Below are the records; pull every line that includes "Winter".

• • • • • • •

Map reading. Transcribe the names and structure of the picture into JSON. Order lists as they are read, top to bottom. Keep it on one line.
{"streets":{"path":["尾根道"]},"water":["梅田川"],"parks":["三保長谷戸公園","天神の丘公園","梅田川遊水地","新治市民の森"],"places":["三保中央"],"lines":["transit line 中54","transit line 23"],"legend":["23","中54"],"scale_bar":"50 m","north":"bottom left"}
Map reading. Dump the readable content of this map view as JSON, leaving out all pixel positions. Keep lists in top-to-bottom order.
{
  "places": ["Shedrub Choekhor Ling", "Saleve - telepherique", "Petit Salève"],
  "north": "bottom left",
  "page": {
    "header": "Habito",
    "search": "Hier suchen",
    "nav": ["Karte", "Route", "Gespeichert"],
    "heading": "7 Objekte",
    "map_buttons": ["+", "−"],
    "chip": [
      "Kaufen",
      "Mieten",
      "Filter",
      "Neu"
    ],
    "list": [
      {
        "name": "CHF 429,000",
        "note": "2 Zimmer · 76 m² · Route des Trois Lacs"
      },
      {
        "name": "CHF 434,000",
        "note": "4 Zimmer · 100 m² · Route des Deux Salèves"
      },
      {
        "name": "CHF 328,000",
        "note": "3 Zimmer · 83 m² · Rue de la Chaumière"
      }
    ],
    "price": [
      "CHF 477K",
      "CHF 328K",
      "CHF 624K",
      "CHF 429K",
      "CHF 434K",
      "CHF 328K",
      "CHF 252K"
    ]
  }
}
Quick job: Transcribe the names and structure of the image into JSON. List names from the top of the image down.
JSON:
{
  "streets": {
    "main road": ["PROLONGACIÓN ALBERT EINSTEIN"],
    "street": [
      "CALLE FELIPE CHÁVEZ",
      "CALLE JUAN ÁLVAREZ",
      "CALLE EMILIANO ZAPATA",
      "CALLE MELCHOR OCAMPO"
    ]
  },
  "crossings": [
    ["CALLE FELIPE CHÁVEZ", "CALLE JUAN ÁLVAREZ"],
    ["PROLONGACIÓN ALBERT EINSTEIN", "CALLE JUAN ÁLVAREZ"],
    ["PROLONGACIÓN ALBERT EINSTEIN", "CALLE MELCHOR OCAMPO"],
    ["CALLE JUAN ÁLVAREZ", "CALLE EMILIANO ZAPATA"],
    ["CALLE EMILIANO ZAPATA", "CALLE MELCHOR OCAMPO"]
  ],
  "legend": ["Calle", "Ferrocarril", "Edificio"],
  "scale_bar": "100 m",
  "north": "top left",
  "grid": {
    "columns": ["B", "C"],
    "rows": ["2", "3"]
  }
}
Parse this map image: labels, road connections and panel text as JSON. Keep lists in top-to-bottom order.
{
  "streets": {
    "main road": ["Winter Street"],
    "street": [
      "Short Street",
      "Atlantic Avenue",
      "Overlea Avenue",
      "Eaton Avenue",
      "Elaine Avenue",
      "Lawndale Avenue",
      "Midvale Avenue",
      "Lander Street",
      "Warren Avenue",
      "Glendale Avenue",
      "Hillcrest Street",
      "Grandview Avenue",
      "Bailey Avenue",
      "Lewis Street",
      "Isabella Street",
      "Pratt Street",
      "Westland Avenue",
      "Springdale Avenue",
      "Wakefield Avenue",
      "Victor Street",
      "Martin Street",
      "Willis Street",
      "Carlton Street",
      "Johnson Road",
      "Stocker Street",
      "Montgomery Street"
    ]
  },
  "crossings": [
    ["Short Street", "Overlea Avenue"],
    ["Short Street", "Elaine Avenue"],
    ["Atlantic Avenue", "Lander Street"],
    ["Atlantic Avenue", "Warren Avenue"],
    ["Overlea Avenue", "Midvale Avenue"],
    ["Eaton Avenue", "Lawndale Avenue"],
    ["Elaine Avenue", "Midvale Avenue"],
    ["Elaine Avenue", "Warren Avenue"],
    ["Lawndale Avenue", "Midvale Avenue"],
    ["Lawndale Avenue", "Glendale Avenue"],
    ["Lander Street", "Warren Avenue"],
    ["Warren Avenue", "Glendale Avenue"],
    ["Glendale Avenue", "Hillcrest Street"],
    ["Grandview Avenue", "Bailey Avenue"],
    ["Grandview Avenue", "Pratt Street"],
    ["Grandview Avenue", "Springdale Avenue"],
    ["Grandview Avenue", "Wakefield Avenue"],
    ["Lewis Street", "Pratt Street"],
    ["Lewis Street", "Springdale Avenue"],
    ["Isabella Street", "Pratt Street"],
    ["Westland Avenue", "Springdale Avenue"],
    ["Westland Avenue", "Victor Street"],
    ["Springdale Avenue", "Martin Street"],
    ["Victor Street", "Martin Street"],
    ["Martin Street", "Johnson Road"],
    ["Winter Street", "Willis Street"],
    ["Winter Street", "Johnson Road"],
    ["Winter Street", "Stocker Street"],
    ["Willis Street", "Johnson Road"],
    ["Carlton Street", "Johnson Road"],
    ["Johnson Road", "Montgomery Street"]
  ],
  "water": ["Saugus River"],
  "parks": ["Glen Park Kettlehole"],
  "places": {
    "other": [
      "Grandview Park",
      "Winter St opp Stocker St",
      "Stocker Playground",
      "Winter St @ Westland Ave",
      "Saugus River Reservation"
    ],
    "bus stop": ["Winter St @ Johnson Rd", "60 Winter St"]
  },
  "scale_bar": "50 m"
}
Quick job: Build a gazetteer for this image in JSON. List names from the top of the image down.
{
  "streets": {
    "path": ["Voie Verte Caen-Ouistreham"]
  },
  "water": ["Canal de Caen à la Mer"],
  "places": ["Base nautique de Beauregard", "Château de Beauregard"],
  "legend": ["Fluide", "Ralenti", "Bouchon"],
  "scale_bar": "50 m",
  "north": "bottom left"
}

• • • • • • •

*SOLUTION BELOW:*
    "main road": ["Winter Street"],
    ["Winter Street", "Willis Street"],
    ["Winter Street", "Johnson Road"],
    ["Winter Street", "Stocker Street"],
      "Winter St opp Stocker St",
      "Winter St @ Westland Ave",
    "bus stop": ["Winter St @ Johnson Rd", "60 Winter St"]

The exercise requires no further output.